UGT ameaça rasgar acordo de concertação

Assinatura do acordo tripartido, a 18 de Janeiro
Foto
Assinatura do acordo tripartido, a 18 de Janeiro Foto: Enric Vives-Rubio

Central sindical vai pedir reunião com o primeiro-ministro para exigir que o Governo ponha rapidamente no terreno as medidas de apoio ao emprego.

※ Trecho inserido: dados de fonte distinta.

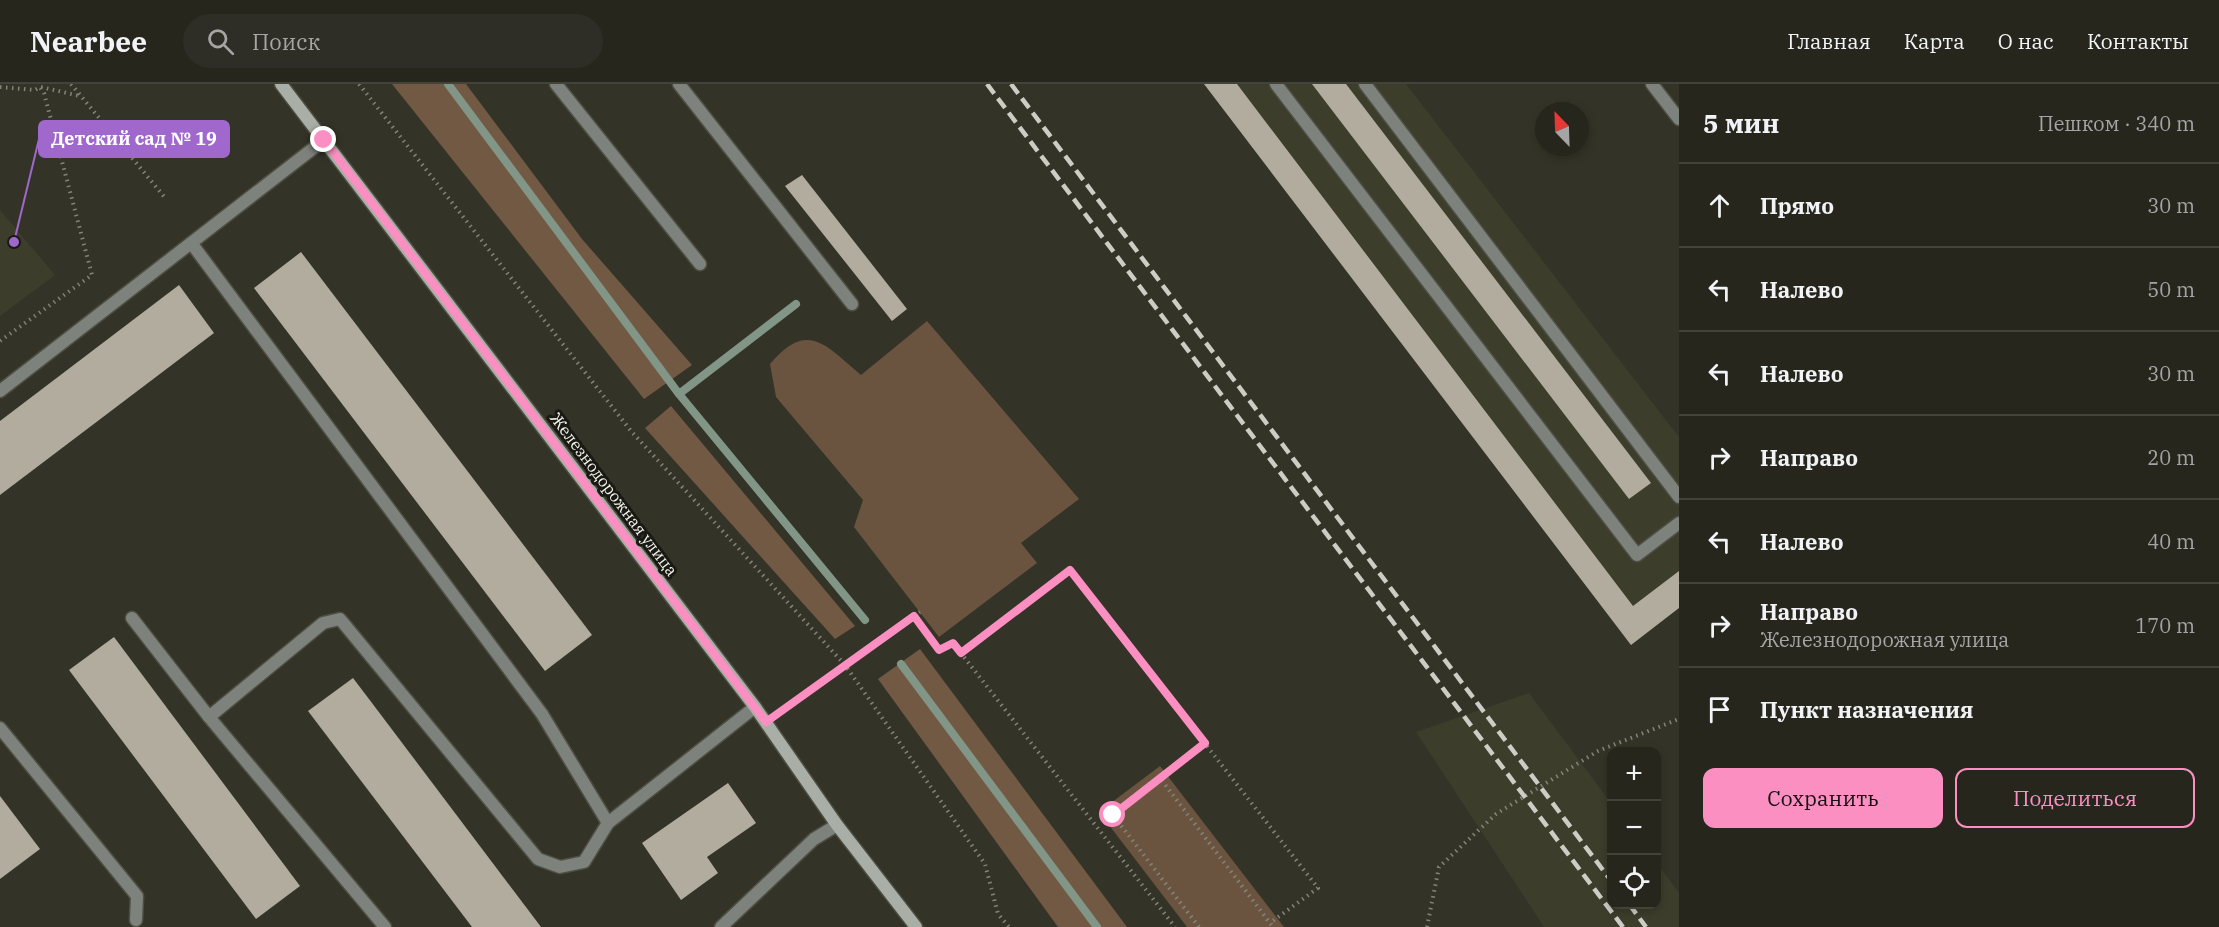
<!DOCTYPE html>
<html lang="ru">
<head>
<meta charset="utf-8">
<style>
	:root { --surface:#26261d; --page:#2e2e26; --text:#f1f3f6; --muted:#a4a5a4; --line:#42433b; --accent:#fc8fc1 }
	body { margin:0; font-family:"IBM Plex Serif",serif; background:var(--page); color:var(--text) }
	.controls { position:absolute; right:18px; bottom:18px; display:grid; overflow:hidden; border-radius:12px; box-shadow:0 3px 9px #0003 }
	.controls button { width:54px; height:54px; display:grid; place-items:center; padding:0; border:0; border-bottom:2px solid var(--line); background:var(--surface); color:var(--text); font:30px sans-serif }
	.compass { position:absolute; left:1535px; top:18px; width:54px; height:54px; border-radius:50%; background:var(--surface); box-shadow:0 3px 9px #0003; rotate:337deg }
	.stop { position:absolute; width:18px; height:18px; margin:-14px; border:4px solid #fc8fc1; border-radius:50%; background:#fff }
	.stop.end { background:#fc8fc1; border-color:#fff; box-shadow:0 2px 6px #0008 }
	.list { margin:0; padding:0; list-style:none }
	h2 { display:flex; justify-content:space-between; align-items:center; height:78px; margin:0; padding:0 24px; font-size:26px }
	h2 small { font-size:20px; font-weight:400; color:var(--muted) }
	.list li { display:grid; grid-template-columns:39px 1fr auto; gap:18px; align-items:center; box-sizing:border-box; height:84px; padding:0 24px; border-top:2px solid var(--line) }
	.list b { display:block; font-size:22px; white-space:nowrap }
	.list p { margin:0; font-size:20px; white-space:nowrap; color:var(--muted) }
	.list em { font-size:20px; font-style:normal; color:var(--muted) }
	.actions { display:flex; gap:12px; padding:18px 24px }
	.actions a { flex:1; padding:14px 0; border:2px solid var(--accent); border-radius:12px; text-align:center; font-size:21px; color:var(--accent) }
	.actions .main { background:var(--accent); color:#111 }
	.icon { flex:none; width:33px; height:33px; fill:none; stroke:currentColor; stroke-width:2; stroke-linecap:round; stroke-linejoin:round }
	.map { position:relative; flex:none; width:1679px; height:843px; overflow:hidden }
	header { display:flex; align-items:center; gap:36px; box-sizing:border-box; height:84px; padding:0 30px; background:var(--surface); border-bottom:2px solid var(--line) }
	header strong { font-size:28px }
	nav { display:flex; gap:33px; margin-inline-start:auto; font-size:21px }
	.search { width:420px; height:54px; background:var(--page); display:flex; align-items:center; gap:15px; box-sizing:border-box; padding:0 21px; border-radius:33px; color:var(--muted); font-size:22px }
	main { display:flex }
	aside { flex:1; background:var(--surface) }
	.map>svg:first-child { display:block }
	.built { fill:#3c3d2b }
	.green { fill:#6b543f }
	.forest { fill:#725943 }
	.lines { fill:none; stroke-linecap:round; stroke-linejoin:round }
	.stream { stroke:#829687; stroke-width:8 }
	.building { fill:#b2ac9f }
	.lane-casing { stroke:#4e4e43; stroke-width:15 }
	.street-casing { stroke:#4e4e43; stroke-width:15 }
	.secondary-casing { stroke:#4e4e43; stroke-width:15 }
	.path { stroke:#84847a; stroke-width:4; stroke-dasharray:1.5 4.5; stroke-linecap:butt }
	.lane { stroke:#7e827c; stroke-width:12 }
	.street { stroke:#7e827c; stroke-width:12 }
	.secondary { stroke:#a9afa6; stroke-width:12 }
	.rail { stroke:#cdcdc5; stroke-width:4.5; stroke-dasharray:12 6; stroke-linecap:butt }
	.route { stroke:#fc8fc1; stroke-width:8 }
	.labels { text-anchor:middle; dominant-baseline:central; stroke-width:6; stroke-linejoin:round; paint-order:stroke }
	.street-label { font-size:16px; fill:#f5f5ee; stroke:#1a1a15 }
	.leader { fill:none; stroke:#a068cd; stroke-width:2 }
	.callout-dot { fill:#a068cd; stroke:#1a1a15; stroke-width:2 }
	.callout { fill:#a068cd; stroke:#a068cd; stroke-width:2 }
	.callout-label { font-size:18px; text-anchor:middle; font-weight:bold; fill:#fff }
</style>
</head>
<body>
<header>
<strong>Nearbee</strong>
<div class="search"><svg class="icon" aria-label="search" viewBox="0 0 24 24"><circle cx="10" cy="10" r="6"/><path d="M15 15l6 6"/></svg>Поиск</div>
<nav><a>Главная</a><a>Карта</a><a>О нас</a><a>Контакты</a></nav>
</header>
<main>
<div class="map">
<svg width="1679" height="843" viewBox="0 0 1679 843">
	<rect width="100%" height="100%" fill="#333327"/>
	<!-- built -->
	<g class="built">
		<polygon points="1204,0 1406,0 1679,353 1679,524 1631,561"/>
		<polygon points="0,126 55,191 0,232"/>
		<polygon points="1529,609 1611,719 1612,820 1656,820 1657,779 1679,809 1679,843 1544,843 1416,648"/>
	</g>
	<!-- green -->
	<g class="green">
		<path d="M927,237L1079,415L1021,459L1037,479L939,553L854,443L863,416L776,313L770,280C808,235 826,262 861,291Z"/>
		<polygon points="1160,682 1284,843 1187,843 1099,728"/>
	</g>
	<!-- forest -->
	<g class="forest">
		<polygon points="392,0 466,0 582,155 692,281 644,315"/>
		<polygon points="671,322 855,542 835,555 645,344"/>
		<polygon points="920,565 1127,843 1058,843 878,595"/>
	</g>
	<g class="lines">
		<!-- stream -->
		<g class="stream">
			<polyline points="448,0 679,310 865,536"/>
			<polyline points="679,310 796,220"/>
			<polyline points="901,580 1097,843"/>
		</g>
	</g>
	<!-- building -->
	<g class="building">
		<polygon points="1204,0 1237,0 1633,522 1679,487 1679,524 1631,561"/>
		<polygon points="1312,0 1346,0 1651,399 1629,415"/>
		<polygon points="802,91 907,225 892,237 785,102"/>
		<polygon points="301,168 592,551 545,587 254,204"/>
		<polygon points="179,201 214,249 0,411 0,337"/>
		<polygon points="114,553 300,802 256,835 69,586"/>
		<polygon points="353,594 372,619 541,843 472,843 308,627"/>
		<polygon points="728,699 756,739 707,773 718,789 681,816 642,759"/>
		<polygon points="0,712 40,765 0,795"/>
	</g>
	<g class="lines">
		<!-- lane casing -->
		<g class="lane-casing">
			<g id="lane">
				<polyline points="556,0 700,180"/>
				<polyline points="679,0 852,220"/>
				<polyline points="1276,0 1637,471 1679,439"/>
				<polyline points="1365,0 1679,413"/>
				<polyline points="192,160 542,630 608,739"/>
				<polyline points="0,307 324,56"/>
				<polyline points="132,534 209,633 385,843"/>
				<polyline points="209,633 323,539 340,535 538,775 560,783 584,778 608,739 755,623"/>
				<polyline points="0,644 137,812 136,836"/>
				<polyline points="721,843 814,755 837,741"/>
			</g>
		</g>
		<!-- street casing -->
		<g class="street-casing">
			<polyline id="street" points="1652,0 1679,35"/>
		</g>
		<!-- secondary casing -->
		<g class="secondary-casing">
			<polyline id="secondary" points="281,0 755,623 837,741 916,843"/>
		</g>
		<!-- path -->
		<g class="path">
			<polyline points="71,0 166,115"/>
			<polyline points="359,0 631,347 845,581 985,780 998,830 1009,843"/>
			<polyline points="0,3 35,6 40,3 44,9 92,191 0,257"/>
			<polyline points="41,3 80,12"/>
			<polyline points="914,532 920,528"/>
			<polyline points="961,569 1069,486 1318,804 1270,839"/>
			<polyline points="781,628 914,532 939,566 953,559 1175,843"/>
			<polyline points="1160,694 1205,659"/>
			<polyline points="1199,843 1113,731 1160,694 1273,843"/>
			<polyline points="1427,843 1439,783 1496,730 1598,667 1679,635"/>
		</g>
		<!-- lane -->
		<use href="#lane" class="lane"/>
		<!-- street -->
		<use href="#street" class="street"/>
		<!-- secondary -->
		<use href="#secondary" class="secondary"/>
		<!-- rail -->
		<g class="rail">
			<polyline points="987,0 1623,843"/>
			<polyline points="1011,0 1612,798"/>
			<polyline points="1629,820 1646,843"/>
		</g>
	</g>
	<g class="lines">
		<!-- route -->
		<polyline class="route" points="324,56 766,638 914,532 939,566 953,559 961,569 1070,486 1205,659 1113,731"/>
	</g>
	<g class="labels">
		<!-- street labels -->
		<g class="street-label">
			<text transform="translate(614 410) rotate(53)">Железнодорожная улица</text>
		</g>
	</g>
	<!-- callouts -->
	<path class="leader" d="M14 158L39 55"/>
	<circle class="callout-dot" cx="14" cy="158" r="6"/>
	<rect class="callout" x="39" y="37" width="190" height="36" rx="6"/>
	<g class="callout-label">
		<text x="134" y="61">Детский сад № 19</text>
	</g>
</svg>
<div class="controls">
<button>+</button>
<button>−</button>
<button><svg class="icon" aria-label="locate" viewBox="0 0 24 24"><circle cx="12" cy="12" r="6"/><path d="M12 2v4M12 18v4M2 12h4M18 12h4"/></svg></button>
</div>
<svg class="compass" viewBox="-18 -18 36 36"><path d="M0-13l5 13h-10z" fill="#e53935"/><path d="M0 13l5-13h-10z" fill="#a4a5a4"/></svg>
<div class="stop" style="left:1113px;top:731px"></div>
<div class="stop end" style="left:324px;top:56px"></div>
</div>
<aside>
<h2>5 мин<small>Пешком · 340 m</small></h2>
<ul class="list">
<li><svg class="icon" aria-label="ahead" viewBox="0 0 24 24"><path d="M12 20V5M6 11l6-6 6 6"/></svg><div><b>Прямо</b></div><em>30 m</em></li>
<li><svg class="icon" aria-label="left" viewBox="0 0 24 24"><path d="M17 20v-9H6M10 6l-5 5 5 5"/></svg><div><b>Налево</b></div><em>50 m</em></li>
<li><svg class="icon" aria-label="left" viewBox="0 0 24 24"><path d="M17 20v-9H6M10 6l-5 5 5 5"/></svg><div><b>Налево</b></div><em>30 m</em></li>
<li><svg class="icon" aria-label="right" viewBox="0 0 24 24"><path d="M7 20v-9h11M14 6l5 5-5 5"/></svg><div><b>Направо</b></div><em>20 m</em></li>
<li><svg class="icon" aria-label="left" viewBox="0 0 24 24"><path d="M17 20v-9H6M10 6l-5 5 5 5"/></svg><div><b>Налево</b></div><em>40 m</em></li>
<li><svg class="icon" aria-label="right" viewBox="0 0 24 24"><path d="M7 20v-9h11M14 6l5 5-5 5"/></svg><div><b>Направо</b><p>Железнодорожная улица</p></div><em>170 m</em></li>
<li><svg class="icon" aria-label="arrive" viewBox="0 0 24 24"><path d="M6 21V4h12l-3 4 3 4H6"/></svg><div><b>Пункт назначения</b></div></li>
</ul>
<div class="actions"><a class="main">Сохранить</a><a>Поделиться</a></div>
</aside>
</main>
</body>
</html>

O secretário-geral da UGT, João Proença, lançou esta terça-feira um ultimato ao Governo para que ponha em prática o acordo tripartido para a Competitividade e o Emprego assinado em Janeiro.
“Deixo um aviso claro ao Governo e aos empregadores: ou respeitam na íntegra o acordo tripartido ou a UGT denuncia o acordo”, disse o líder da UGT. “O acordo é bom para o país, por isso queremos que o Governo cumpra o acordo. Queremos saber quais as intenções do Governo e ouvir do mais alto responsável do Governo com o que podemos contar”.

Para a UGT, é urgente avançar com as políticas activas de emprego, a dinamização dos centros de emprego e a publicação das portarias de extensão, que está bloqueada desde o ano passado, impedindo que os contratos colectivos se estendam a todos os trabalhadores e empresas.

“O Governo só conhece três velocidades: devagar, devagarinho e parado. Agora está parado”, ironizou.

João Proença recusou-se a estabelecer um prazo para o Governo cumprir estas medidas do acordo. E embora garanta que não denunciará o acordo no curto prazo, também diz que tudo depende do clima social. Se o desemprego continuar a aumentar ao ritmo dos últimos meses tudo se pode “precipitar”.

“Se a UGT denunciar o acordo é única e exclusivamente porque as outras partes [o Governo] não cumpriram o acordo”, realçou.

A UGT acusou ainda o Governo de “pouco ou nada” fazer para dinamizar a actividade económica e para evitar os despedimentos.

João Proença criticou a “política clientelista” de alargar o número de trabalhadores despedidos por rescisões amigáveis com acesso ao subsídio de desemprego, com impactos “significativos na Segurança Social”. “As decisões abrangem um número reduzido de empresas. Ou é para todos, ou não é para ninguém”, sustentou.